Small telcos say they are losing substantial access revenues to voice over IP providers, a topic we explored in Part 1 and Part 2 of this series. Often the same small telcos say they are also being underpaid for terminating calls from wireless carriers—a topic that has received less attention, perhaps because it is even less well understood.
When a small telco terminates a call that originated from a wireless carrier, the call is considered to be local if it originated from within the same major trading area (MTA). MTAs are large geographic areas, sometimes encompassing multiple states. For this traffic, also known as intraMTA, wireless carriers are required to pay reciprocal compensation to the terminating local telco. Reciprocal compensation rates are negotiated as part of an interconnection agreement between the wireless carrier and the telco and are often much lower than interstate or intrastate access charges—typically a fraction of a penny per minute, compared with a few cents a minute for interstate or intrastate access. Without an agreement, the telco cannot bill the wireless carrier for reciprocal compensation charges.

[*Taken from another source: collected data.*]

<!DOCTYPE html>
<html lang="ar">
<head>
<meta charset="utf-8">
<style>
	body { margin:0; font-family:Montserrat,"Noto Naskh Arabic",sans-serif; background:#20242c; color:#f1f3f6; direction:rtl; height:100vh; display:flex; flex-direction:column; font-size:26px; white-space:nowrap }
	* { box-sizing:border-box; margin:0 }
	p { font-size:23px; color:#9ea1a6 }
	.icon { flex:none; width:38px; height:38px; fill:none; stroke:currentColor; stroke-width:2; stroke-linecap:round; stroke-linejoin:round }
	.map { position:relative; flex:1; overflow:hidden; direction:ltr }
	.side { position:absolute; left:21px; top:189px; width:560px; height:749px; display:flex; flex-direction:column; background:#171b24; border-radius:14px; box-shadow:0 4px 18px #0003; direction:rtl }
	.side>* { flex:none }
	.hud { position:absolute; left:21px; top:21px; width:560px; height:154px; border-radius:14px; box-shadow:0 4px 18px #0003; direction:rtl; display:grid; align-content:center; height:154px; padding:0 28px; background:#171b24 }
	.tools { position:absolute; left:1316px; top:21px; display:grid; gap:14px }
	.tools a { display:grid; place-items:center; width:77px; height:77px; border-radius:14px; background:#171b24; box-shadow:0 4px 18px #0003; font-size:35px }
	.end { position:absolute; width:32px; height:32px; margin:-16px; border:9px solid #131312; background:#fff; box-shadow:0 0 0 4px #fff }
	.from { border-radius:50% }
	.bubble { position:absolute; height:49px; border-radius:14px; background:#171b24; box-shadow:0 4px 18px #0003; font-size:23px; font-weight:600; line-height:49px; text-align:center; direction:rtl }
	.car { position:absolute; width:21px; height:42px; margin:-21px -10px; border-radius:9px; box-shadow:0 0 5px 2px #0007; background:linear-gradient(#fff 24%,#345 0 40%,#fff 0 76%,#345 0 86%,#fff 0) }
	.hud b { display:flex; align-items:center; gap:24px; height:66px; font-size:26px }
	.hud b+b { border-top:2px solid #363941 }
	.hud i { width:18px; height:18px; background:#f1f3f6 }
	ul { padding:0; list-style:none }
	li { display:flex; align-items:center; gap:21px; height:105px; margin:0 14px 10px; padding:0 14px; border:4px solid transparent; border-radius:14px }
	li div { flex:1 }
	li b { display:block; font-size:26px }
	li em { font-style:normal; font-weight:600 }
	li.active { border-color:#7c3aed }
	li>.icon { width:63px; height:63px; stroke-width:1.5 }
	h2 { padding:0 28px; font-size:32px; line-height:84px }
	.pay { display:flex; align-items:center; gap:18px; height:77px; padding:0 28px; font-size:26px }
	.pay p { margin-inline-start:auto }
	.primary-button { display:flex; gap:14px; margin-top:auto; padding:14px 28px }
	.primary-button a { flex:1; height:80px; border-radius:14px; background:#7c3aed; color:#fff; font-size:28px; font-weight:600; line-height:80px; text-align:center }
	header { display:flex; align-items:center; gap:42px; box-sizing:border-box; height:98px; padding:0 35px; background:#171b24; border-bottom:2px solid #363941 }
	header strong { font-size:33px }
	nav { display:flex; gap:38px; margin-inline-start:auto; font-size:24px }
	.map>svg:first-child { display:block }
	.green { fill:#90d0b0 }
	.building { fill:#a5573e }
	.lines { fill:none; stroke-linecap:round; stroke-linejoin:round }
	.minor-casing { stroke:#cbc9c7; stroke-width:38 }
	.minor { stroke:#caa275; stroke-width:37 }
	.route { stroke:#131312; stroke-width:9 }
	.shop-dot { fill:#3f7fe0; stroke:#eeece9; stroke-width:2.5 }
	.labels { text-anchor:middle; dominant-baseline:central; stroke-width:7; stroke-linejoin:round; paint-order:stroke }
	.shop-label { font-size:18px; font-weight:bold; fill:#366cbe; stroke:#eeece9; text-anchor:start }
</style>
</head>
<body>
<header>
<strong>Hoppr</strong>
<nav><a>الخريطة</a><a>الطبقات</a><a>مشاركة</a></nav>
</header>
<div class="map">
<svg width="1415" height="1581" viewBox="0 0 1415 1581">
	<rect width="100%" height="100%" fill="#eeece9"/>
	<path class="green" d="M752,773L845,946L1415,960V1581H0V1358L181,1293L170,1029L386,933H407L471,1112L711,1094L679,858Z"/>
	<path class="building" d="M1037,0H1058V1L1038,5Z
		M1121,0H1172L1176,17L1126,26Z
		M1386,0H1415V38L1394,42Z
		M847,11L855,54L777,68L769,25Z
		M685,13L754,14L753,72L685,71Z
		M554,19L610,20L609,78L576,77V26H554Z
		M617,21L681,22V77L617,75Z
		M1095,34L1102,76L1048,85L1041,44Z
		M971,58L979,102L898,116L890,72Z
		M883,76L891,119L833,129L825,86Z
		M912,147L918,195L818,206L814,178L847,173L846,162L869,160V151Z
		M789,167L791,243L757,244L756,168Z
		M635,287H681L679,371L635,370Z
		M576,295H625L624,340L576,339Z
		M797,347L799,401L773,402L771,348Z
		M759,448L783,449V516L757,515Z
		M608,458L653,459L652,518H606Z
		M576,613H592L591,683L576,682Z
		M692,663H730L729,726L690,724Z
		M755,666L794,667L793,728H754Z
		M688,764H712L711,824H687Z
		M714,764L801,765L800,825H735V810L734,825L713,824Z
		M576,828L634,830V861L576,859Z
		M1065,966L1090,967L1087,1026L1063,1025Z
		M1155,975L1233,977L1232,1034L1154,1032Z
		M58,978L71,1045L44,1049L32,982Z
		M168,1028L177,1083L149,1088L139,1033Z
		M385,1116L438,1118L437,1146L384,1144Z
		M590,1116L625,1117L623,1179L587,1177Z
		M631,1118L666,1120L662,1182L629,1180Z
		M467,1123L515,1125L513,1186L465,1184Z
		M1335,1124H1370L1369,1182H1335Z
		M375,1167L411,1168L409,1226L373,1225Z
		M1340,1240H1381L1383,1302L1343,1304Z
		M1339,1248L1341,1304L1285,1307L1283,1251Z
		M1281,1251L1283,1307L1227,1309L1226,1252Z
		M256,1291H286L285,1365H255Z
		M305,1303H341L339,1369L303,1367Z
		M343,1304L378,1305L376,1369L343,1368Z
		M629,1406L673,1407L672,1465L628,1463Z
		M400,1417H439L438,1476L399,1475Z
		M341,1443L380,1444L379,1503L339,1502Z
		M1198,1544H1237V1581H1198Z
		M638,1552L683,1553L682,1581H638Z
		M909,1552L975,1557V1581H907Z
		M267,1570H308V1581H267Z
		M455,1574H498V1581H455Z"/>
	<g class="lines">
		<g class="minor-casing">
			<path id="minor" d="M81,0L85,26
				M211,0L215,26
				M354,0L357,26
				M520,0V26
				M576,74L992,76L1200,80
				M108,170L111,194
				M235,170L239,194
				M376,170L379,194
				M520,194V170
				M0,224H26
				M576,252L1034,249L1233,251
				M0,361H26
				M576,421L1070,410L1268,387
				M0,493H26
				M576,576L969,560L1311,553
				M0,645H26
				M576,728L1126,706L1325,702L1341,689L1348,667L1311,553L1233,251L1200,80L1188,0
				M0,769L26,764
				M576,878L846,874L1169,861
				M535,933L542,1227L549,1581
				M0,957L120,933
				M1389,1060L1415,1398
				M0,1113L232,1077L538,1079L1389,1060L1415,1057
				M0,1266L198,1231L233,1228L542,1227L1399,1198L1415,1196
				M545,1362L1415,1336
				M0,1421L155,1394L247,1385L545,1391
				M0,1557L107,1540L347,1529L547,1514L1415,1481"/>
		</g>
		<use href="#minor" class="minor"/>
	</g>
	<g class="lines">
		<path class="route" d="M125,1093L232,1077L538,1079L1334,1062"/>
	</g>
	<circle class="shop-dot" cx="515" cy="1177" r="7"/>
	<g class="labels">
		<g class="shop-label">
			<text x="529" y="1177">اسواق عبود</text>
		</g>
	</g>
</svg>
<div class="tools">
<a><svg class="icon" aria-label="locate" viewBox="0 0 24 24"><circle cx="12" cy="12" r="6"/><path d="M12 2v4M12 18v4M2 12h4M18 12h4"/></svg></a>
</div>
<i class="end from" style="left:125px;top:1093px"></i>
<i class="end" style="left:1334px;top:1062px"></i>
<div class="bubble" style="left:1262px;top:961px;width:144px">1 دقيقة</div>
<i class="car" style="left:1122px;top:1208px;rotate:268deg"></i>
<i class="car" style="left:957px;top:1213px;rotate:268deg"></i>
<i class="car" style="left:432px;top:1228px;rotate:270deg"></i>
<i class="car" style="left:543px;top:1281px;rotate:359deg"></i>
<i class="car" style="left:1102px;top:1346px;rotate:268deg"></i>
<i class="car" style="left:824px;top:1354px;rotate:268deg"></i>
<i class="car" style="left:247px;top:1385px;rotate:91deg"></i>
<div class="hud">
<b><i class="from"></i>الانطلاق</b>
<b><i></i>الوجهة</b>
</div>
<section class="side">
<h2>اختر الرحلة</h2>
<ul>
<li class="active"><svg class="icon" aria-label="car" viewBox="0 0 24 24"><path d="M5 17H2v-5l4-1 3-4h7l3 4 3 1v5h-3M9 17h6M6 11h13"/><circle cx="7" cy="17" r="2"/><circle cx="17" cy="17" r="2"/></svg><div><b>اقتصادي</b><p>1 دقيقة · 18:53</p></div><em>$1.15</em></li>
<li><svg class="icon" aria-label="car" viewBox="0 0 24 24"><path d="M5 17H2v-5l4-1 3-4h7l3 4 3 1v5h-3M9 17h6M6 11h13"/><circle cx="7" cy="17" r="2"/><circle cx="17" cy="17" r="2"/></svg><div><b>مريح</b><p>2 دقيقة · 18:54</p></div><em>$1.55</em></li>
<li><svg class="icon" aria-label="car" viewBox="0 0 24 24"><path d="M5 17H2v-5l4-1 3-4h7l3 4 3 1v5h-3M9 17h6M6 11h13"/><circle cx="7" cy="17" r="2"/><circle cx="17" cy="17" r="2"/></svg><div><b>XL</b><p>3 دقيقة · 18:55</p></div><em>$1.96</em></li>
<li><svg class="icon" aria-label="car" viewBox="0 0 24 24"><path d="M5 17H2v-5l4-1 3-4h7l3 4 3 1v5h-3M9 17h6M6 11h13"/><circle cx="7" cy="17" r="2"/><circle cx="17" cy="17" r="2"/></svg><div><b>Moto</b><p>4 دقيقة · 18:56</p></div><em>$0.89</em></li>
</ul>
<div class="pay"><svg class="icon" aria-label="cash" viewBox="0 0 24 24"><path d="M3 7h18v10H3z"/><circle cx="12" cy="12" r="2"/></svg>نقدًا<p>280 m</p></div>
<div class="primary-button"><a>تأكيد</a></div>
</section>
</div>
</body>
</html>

In practice, telcos are finding they also need an interconnection agreement in order to collect interstate and intrastate access charges, which apply on calls from wireless carriers that originate outside the MTA. The reason is that, because of difficulties associated with determining the location of a wireless customer, telcos often agree to bill for access based on the assumption that certain percentages of traffic are interMTA and intraMTA. The exact percentages are spelled out in the interconnection agreement that the telco has with each wireless carrier. Those agreements also break down the interMTA traffic into interstate and intrastate components if applicable.
Typically a telco relies on these negotiated agreements for billing all of the wireless traffic it terminates– which means that if the telco has not negotiated agreements with certain wireless carriers, it cannot bill those carriers for terminating calls of any type. And even when interconnection agreements are in place, small telcos say the negotiated traffic factors favor the wireless telcos—an assertion supported by studies that have been performed on behalf of some small telcos.
Those traffic factors often overstate the percentage of intraMTA traffic from the wireless carrier, notes Robert Gnapp, director of demand assurance & network analysis for NECA. “We’ve seen agreements specifying 97% intraMTA traffic when studies indicate the traffic is nearly 30% interMTA,” notes Gnapp.
The reason telcos often agree to these overstated factors, he says, is that they often lack the resources to conduct supporting traffic studies. As a result, some companies are forced to accept understated factors to avoid expensive, drawn out negotiations or arbitration, says Gnapp. Complicating matters is the fact that some tandem operators do not pass along call detail information, notes Rhonda Armstrong, vice president of operations for Sebastian.
Increasingly some small telcos have begun to attempt to renegotiate terms of their agreements with wireless carriers based on traffic studies. Oregon telco Gervais Telephone, along with five other small telcos in that state, has enlisted TimeData, a provider of revenue recovery services, to study their traffic patterns in the hope of finding sufficient supporting data—and sufficient strength in numbers–to persuade wireless carriers to renegotiate.
TimeData’s study also found that Gervais was terminating traffic from about two dozen wireless carriers with whom it had no agreements and therefore was not collecting any termination charges, says Terry Martin, vice president of network operations for TimeData. The traffic studies should be useful in helping Gervais and the other Oregon telcos negotiate agreements with those wireless carriers, Martin says.
TimeData’s study for Gervais found that the telco, which has just 800 lines, had been underpaid by wireless carriers by about $500 a month—on top of about $2000 a month the telco was unable to bill other landline-based providers, including CLECs terminating calls for VOIP carriers.
Unlike some of its peers, Sebastian—a small California telco—receives call detail records for wireless calls it terminates from the tandem switch operator and has used that data to bill wireless carriers with whom it has no interconnection agreement for access charges. But the wireless carriers have refused to pay without an agreement, says Rhonda Armstrong, vice president of operations for Sebastian.
“If we could bill based on where the call originated from, that would be the ideal,” Armstrong says. But rather than enter a prolonged dispute with those carriers, Sebastian has found itself forced into negotiating agreements at unfavorable terms in order to get any revenues at all, Armstrong says.
Part 1 of this series looked at the overall threat that lost access revenues have on small telcos and at efforts by Sebastian to collect terminating access charges from a CLEC the company says has been particularly troublesome. Part 2 explained how some VOIP carriers and others are avoiding access charges and at how small telcos would like to see the issue addressed.